■ Records from a collection ■
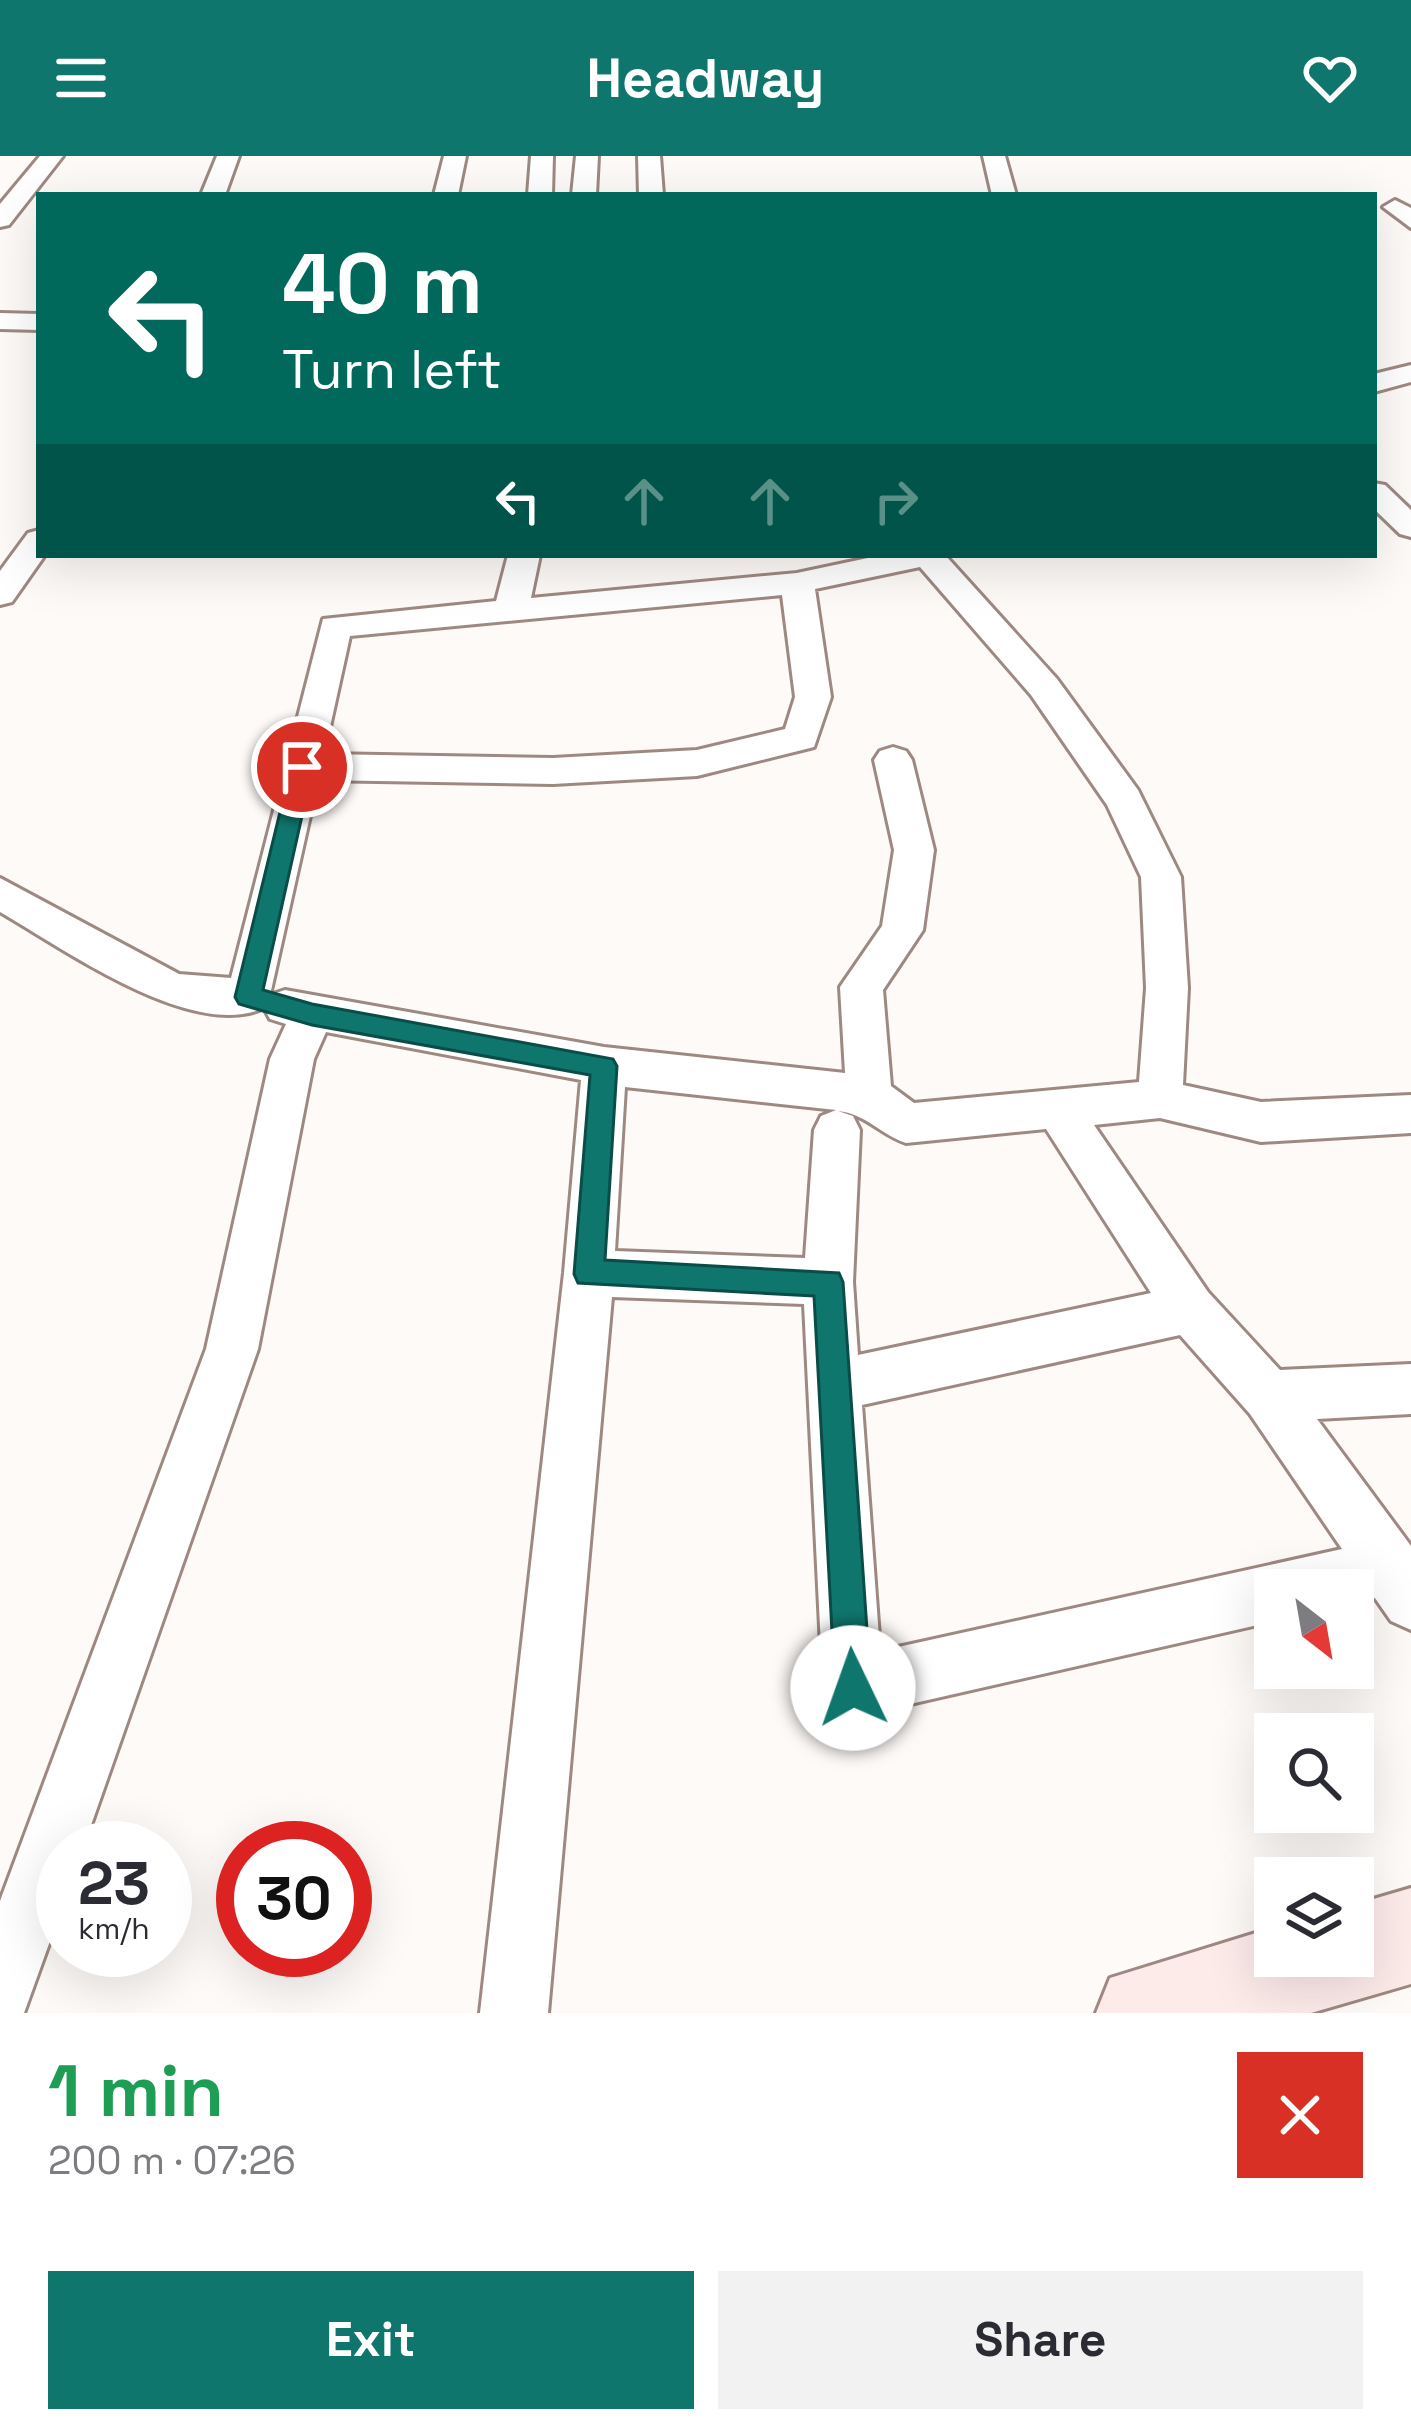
<!DOCTYPE html>
<html lang="en">
<head>
<meta charset="utf-8">
<style>
  :root { --surface:#fff; --page:#f2f2f3; --text:#2b2b33; --muted:#7c7c81; --accent:#0f766e }
  body { margin:0; font-family:"Space Grotesk",sans-serif; background:var(--page); color:var(--text); height:100vh; display:flex; flex-direction:column; font-size:45px; white-space:nowrap }
  * { box-sizing:border-box; margin:0 }
  p { font-size:39px; color:var(--muted) }
  .icon { flex:none; width:66px; height:66px; fill:none; stroke:currentColor; stroke-width:2; stroke-linecap:round; stroke-linejoin:round }
  .map { position:relative; height:1857px; overflow:hidden }
  .sheet { display:flex; flex-direction:column; background:var(--surface); flex:1 }
  .sheet>* { flex:none }
  .banner { position:absolute; left:36px; top:36px; width:1341px; height:366px; border-radius:0px; box-shadow:0 12px 48px #0002; background:#00695c; color:#fff; overflow:hidden }
  .needle { width:78px; rotate:149deg }
  .controls { position:absolute; left:1254px; top:1413px; display:grid; gap:24px }
  .controls a { display:grid; place-items:center; width:120px; height:120px; border-radius:0px; background:var(--surface); box-shadow:0 12px 48px #0002; font-size:60px }
  .speed { position:absolute; left:36px; top:1665px; display:flex; gap:24px; font-size:60px; font-weight:700; text-align:center }
  .speed>* { display:grid; place-content:center; width:156px; height:156px; border-radius:50%; background:var(--surface); box-shadow:0 12px 48px #0002; line-height:1 }
  .speed small { font-size:30px; font-weight:400 }
  .speed .limit { border:18px solid #d22; background:#fff; color:#111 }
  .pin { position:absolute; display:grid; place-items:center; width:102px; height:102px; color:#fff; margin:-51px; border:6px solid #fff; border-radius:50%; box-shadow:0 3px 12px #0007 }
  .me { position:absolute; width:132px; margin:-66px; rotate:357deg; stroke-linejoin:round; filter:drop-shadow(0 0 9px #0008) }
  .turn { display:flex; align-items:center; gap:42px; height:252px; padding:0 48px; font-size:54px }
  .turn .icon { width:156px; height:156px; stroke-width:2.5 }
  .turn b { display:block; font-size:84px; line-height:102px }
  .lanes { display:flex; align-items:center; height:114px; padding:0 48px; background:#0003; justify-content:center; gap:60px; direction:ltr }
  .lanes .off { opacity:.35 }
  .round { display:grid; place-items:center; flex:none; width:126px; height:126px; border-radius:0px; background:var(--page) }
  .overview { display:flex; align-items:center; justify-content:space-between; height:204px; padding:0 48px }
  h1 { font-size:72px; font-weight:600; line-height:90px; color:#1e9e55 }
  .cta { display:flex; gap:24px; margin-top:auto; padding:24px 48px }
  .cta a { flex:1; height:138px; border-radius:0px; background:var(--accent); color:#fff; font-size:48px; font-weight:600; line-height:138px; text-align:center }
  .cta a+a { background:var(--page); color:var(--text) }
  header { display:flex; justify-content:space-between; align-items:center; height:156px; padding:0 48px; background:var(--accent); color:#fff; font-size:54px; font-weight:600 }
  .map>svg:first-child { display:block }
  .lines { fill:none; stroke-linecap:round; stroke-linejoin:round }
  .minor-casing { stroke:#9e8982; stroke-width:6 }
  .secondary-casing { stroke:#9e8982; stroke-width:6 }
  .minor { fill:#fff; fill-rule:evenodd }
  .secondary { fill:#fdebea; fill-rule:evenodd }
  .route { fill:#0f766e; stroke:#0a4d48; stroke-width:3 }
</style>
</head>
<body>
<header><svg class="icon" aria-label="menu" viewBox="0 0 24 24"><path d="M4 6h16M4 12h16M4 18h16"/></svg>Headway<svg class="icon" aria-label="heart" viewBox="0 0 24 24"><path d="M12 20l-8-8c-3-5 5-10 8-4 3-6 11-1 8 4z"/></svg></header>
<div class="map">
<svg width="1411" height="1857" viewBox="0 0 1411 1857">
  <rect width="100%" height="100%" fill="#fefaf8"/>
  <g class="lines">
    <g class="minor-casing">
      <g id="minor">
        <path d="M 40,0 L 63,0 L 9,69 L 0,71 L 0,48 Z"/>
        <path d="M 217,0 L 239,0 L 225,39 L 201,39 Z"/>
        <path d="M 444,0 L 466,0 L 458,39 L 434,39 Z"/>
        <path d="M 531,0 L 553,0 L 552,39 L 528,39 Z"/>
        <path d="M 576,0 L 598,0 L 596,39 L 572,39 Z"/>
        <path d="M 638,0 L 660,0 L 663,39 L 639,39 Z"/>
        <path d="M 983,0 L 1005,0 L 1016,39 L 992,39 Z"/>
        <path d="M 1395,44 L 1411,52 L 1411,72 L 1383,51 Z"/>
        <path d="M 0,157 L 39,158 L 39,174 L 0,173 Z"/>
        <path d="M 1411,209 L 1411,226 L 1374,236 L 1374,218 Z"/>
        <path d="M 1374,327 L 1385,329 L 1411,354 L 1411,381 L 1400,378 L 1374,353 Z"/>
        <path d="M 39,374 L 39,399 L 45,399 L 12,446 L 0,449 L 0,415 L 28,377 Z"/>
        <path d="M 508,399 L 540,399 L 531,442 L 797,417 L 882,399 L 945,399 L 1057,523 L 1138,634 L 1181,721 L 1188,832 L 1183,929 L 1261,946 L 1411,939 L 1411,977 L 1261,986 L 1160,962 L 1094,969 L 1208,1136 L 1280,1214 L 1411,1208 L 1411,1258 L 1317,1263 L 1411,1390 L 1411,1474 L 1391,1465 L 1375,1442 L 1353,1447 L 1353,1434 L 1275,1434 L 1275,1465 L 853,1561 L 832,1552 L 823,1531 L 804,1148 L 612,1141 L 548,1857 L 480,1857 L 564,1117 L 581,924 L 326,876 L 314,903 L 258,1193 L 83,1692 L 63,1692 L 63,1749 L 24,1857 L 0,1857 L 0,1745 L 206,1193 L 270,903 L 286,868 L 270,863 L 264,852 C 191,885 63,792 0,756 L 0,722 L 179,818 L 231,822 L 323,463 L 496,445 ZM 920,411 L 1031,539 L 1107,649 L 1141,721 L 1146,832 L 1139,926 L 914,947 L 891,930 L 883,834 L 923,774 L 934,694 L 912,604 L 906,595 L 893,591 L 880,595 L 874,604 L 894,694 L 882,770 L 840,831 L 845,917 L 604,891 L 285,834 L 270,839 L 318,624 L 553,628 L 697,620 L 814,591 L 831,541 L 815,433 ZM 782,439 L 795,541 L 785,573 L 697,594 L 553,602 L 324,598 L 350,480 ZM 625,931 L 836,954 L 821,960 L 814,974 L 805,1102 L 615,1095 ZM 838,955 C 866,958 880,978 906,987 L 1046,973 L 1151,1137 L 858,1199 L 853,1126 L 860,974 L 853,960 ZM 1180,1179 L 1250,1258 L 1342,1393 L 880,1495 L 862,1249 Z"/>
      </g>
    </g>
    <g class="secondary-casing">
      <path id="secondary" d="M 1411,1732 L 1411,1828 L 1311,1857 L 1096,1857 L 1110,1822 L 1275,1771 L 1275,1800 L 1353,1800 L 1353,1749 Z"/>
    </g>
    <use href="#minor" class="minor"/>
    <use href="#secondary" class="secondary"/>
  </g>
  <path class="route" d="M 302,603 L 313,611 L 263,834 L 312,848 L 613,903 L 617,910 L 605,1104 L 839,1117 L 843,1126 L 871,1532 L 866,1544 L 853,1549 L 840,1544 L 835,1532 L 814,1140 L 578,1127 L 574,1118 L 590,919 L 312,869 L 239,848 L 235,841 L 291,611 Z"/>
</svg>
<div class="controls">
<a><svg class="needle" viewBox="-14 -14 28 28"><path d="M0-13l5 13h-10z" fill="#e53935"/><path d="M0 13l5-13h-10z" fill="#7c7c81"/></svg></a>
<a><svg class="icon" aria-label="search" viewBox="0 0 24 24"><circle cx="10" cy="10" r="6"/><path d="M15 15l6 6"/></svg></a>
<a><svg class="icon" aria-label="layers" viewBox="0 0 24 24"><path d="M12 4l9 5-9 5-9-5zM3 14l9 5 9-5"/></svg></a>
</div>
<div class="speed"><div>23<small>km/h</small></div><div class="limit">30</div></div>
<div class="pin" style="left:302px;top:611px;background:#d93025"><svg class="icon" aria-label="arrive" viewBox="0 0 24 24"><path d="M6 21V4h12l-3 4 3 4H6"/></svg></div>
<svg class="me" style="left:853px;top:1532px" viewBox="-20 -20 40 40"><circle r="19" fill="#fff"/><path d="M0-13L10 11 0 6-10 11z" fill="#0f766e"/></svg>
<div class="banner">
<div class="turn"><svg class="icon" aria-label="left" viewBox="0 0 24 24"><path d="M17 20v-9H6M10 6l-5 5 5 5"/></svg><div><b>40 m</b>Turn left</div></div>
<div class="lanes"><svg class="icon" aria-label="left" viewBox="0 0 24 24"><path d="M17 20v-9H6M10 6l-5 5 5 5"/></svg><svg class="icon off" aria-label="ahead" viewBox="0 0 24 24"><path d="M12 20V5M6 11l6-6 6 6"/></svg><svg class="icon off" aria-label="ahead" viewBox="0 0 24 24"><path d="M12 20V5M6 11l6-6 6 6"/></svg><svg class="icon off" aria-label="right" viewBox="0 0 24 24"><path d="M7 20v-9h11M14 6l5 5-5 5"/></svg></div>
</div>
</div>
<section class="sheet">
<div class="overview"><div><h1>1 min</h1><p>200 m · 07:26</p></div><a class="round" style="background:#d93025;color:#fff"><svg class="icon" aria-label="close" viewBox="0 0 24 24"><path d="M6 6l12 12M18 6L6 18"/></svg></a></div>
<div class="cta"><a>Exit</a><a>Share</a></div>
</section>
</body>
</html>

■ What to work on ■
Every line from the top of the records above to the line with "--surface:#fff; --page:#f2f2f3; --text:#2b2b33;", inclusive, should be duplicated exactly, minus the pictures.

■ Answer box ■
<!DOCTYPE html>
<html lang="en">
<head>
<meta charset="utf-8">
<style>
  :root { --surface:#fff; --page:#f2f2f3; --text:#2b2b33; --muted:#7c7c81; --accent:#0f766e }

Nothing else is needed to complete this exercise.